Mais lorsqu’on en a en revanche, cela peut s’avèrer favorable à l’érection de raffineries locales pour au moins satisfaire la demande croissante en carburants et combustibles au plan national. En cas de nécessité, un site pétrochimique ou une méga-raffinerie intégrée restent bonnes à prendre.
Concernant la Côte d‘Ivoire donc, le moment est propice pour effectivement disposer d’une troisième raffinerie en appui aux deux premières que sont la SIR (Société Ivoirienne de Raffinage) et la SMB (Société Multinationale de Bitumes).
• LP : Face à une méga-raffinerie Dangote au Nigéria et une autre en projet avancé au Ghana voisin et une autre au Sénégal, y aurait-il vraiment des débouchés pour la Côte d’Ivoire ?
SDP : Dans une perspective donc d’autosuffisance pétrolière, la Côte d‘Ivoire priorise et satisfait déjà son marché local qui est dynamique et en croissance continue et ce, tout en veillant à ses engagements envers ses partenaires et clients.
Ainsi, le défi communautaire énergétique auquel est exposé le continent africain en général n’est pas de se construire des méga-raffineries pour la concurrence ni s’arracher des parts dans un marché où l’on cherche plutôt à combler un déficit.
En clair, la production globale africaine ne suffit pas à couvrir toute la demande. Et quand des États n’ont pas de raffineries, il s’agit plutôt de solutionner ce paradoxe d’une Afrique où la quasi majorité des 55 pays est au statut d’importateur net de produits pétroliers alors que le continent noir est réputé être le grenier énergétique du monde.
Pour la sous-région, il faudrait plutôt avoir une vision de travailler en jumelage de nos sites de production et stockage des produits pétroliers blancs et bitumineux.
• LP : Est-ce une vison partagées par tous les raffineurs ?

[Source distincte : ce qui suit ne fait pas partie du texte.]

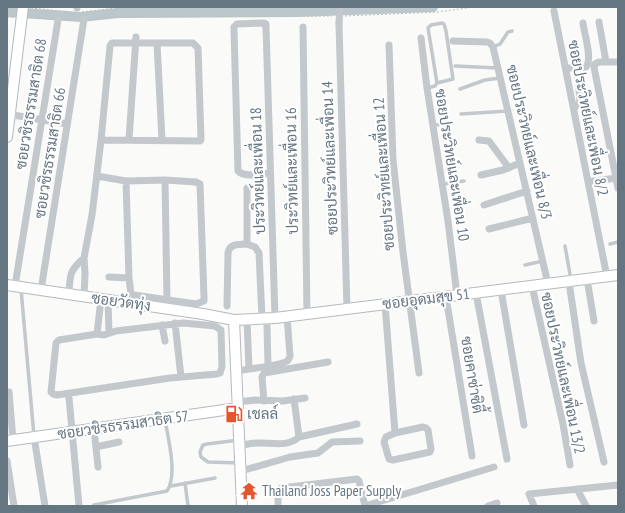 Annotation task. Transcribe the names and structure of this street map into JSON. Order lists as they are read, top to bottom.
{
  "streets": {
    "street": [
      "ซอยวชิรธรรมสาธิต 68",
      "ซอยประวิทย์และเพื่อน 8/2",
      "ซอยประวิทย์และเพื่อน 8/3",
      "ซอยวชิรธรรมสาธิต 66",
      "ซอยประวิทย์และเพื่อน 14",
      "ซอยประวิทย์และเพื่อน 10",
      "ประวิทย์และเพื่อน 18",
      "ประวิทย์และเพื่อน 16",
      "ซอยประวิทย์และเพื่อน 12",
      "ซอยอุดมสุข 51",
      "ซอยวัดทุ่ง",
      "ซอยประวิทย์และเพื่อน 13/2",
      "ซอยคาซ่าซิตี้",
      "ซอยวชิรธรรมสาธิต 57"
    ]
  },
  "crossings": [
    ["ซอยวชิรธรรมสาธิต 68", "ซอยวัดทุ่ง"],
    ["ซอยประวิทย์และเพื่อน 8/2", "ซอยอุดมสุข 51"],
    ["ซอยประวิทย์และเพื่อน 8/3", "ซอยอุดมสุข 51"],
    ["ซอยวชิรธรรมสาธิต 66", "ซอยวัดทุ่ง"],
    ["ซอยประวิทย์และเพื่อน 14", "ซอยอุดมสุข 51"],
    ["ซอยประวิทย์และเพื่อน 10", "ซอยอุดมสุข 51"],
    ["ประวิทย์และเพื่อน 18", "ซอยอุดมสุข 51"],
    ["ประวิทย์และเพื่อน 16", "ซอยอุดมสุข 51"],
    ["ซอยประวิทย์และเพื่อน 12", "ซอยอุดมสุข 51"],
    ["ซอยอุดมสุข 51", "ซอยวัดทุ่ง"],
    ["ซอยอุดมสุข 51", "ซอยประวิทย์และเพื่อน 13/2"],
    ["ซอยอุดมสุข 51", "ซอยคาซ่าซิตี้"]
  ],
  "places": {
    "fuel station": ["เชลล์"],
    "temple": ["Thailand Joss Paper Supply"]
  }
} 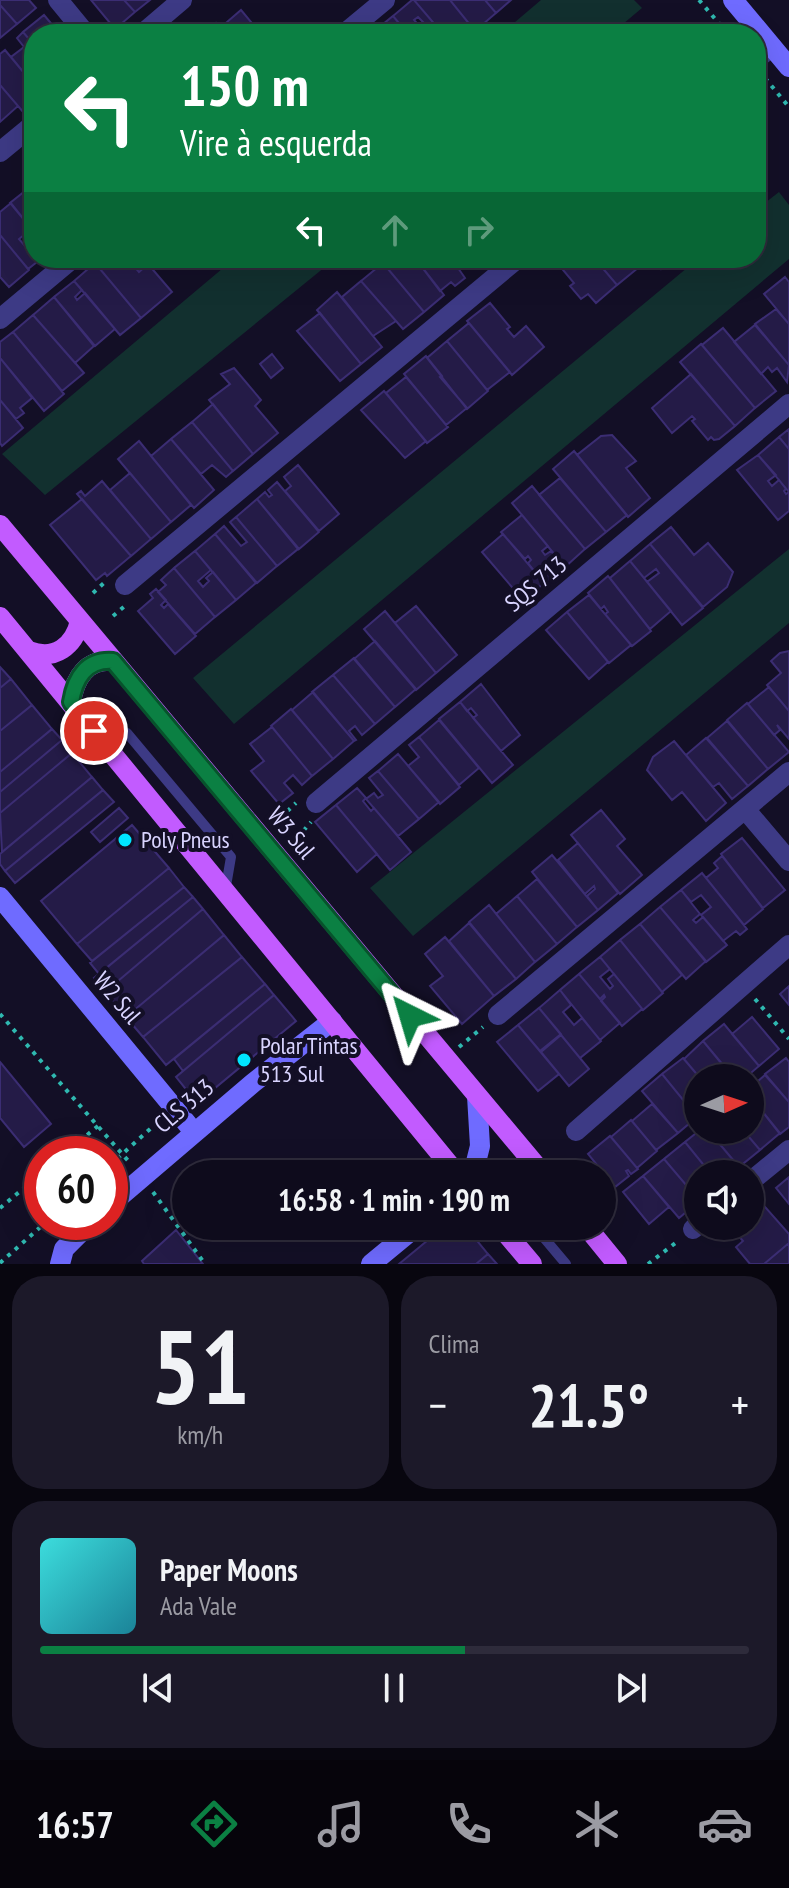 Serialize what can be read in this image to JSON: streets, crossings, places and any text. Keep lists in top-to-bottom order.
{
  "streets": {
    "main road": ["W3 Sul"],
    "street": ["SQS 713", "W2 Sul", "CLS 313"]
  },
  "crossings": [
    ["W2 Sul", "CLS 313"]
  ],
  "places": ["Poly Pneus", "Polar Tintas 513 Sul"],
  "north": "right",
  "page": {
    "turn": ["150 m", "Vire à esquerda"],
    "limit": "60",
    "trip": "16:58 · 1 min · 190 m",
    "tile": [
      ["51", "km/h"],
      "Clima"
    ],
    "heat": ["−", "21.5°", "+"],
    "song": ["Paper Moons", "Ada Vale"],
    "tabs": "16:57"
  }
}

SDP : C’est une vision qui ne saurait se poser en terme de compétition mais en terme de synergie, de complémentarité, et de solidarité. Elle est déjà agissante au travers d’organisations panafricaines telles que l’ARDA (Association des Raffineurs et Distributeurs Africains), l’APPO (Organisation des Producteurs de Pétrole d’Afrique), etc.
Plusieurs raffineries africaines sont en effet déjà menacées de fermeture à l’horizon proche des dix années à venir et ce, du fait qu’elles ne seront plus aux normes de productions dites « faible teneur en Soufre » ou « base empreinte carbone ».
Il s’agira de fermetures forcées notifiées par les assureurs.
Ce sera alors la porte ouverte aux raffineries clandestines qui prendraient le relais, tout comme celles déjà en activité dans certains pays. Mais en Côte d’Ivoire, où les produits pétro-gaziers sont aux normes, l’opportunité d’une troisième raffinerie viendrait en réponse à d’autres types de challenges.
• LP : Lesquels ?
SDP : A l’avenir, une raffinerie éco-moderne se devra d’être un « complexe énergétique vert » bâti selon le paradigme nouveau des technologies intégrées produisant du pétro-carburants de synthèse, du bio-carburants d’économie circulaire, des carburants électriques et divers bitumes de synthèse, etc.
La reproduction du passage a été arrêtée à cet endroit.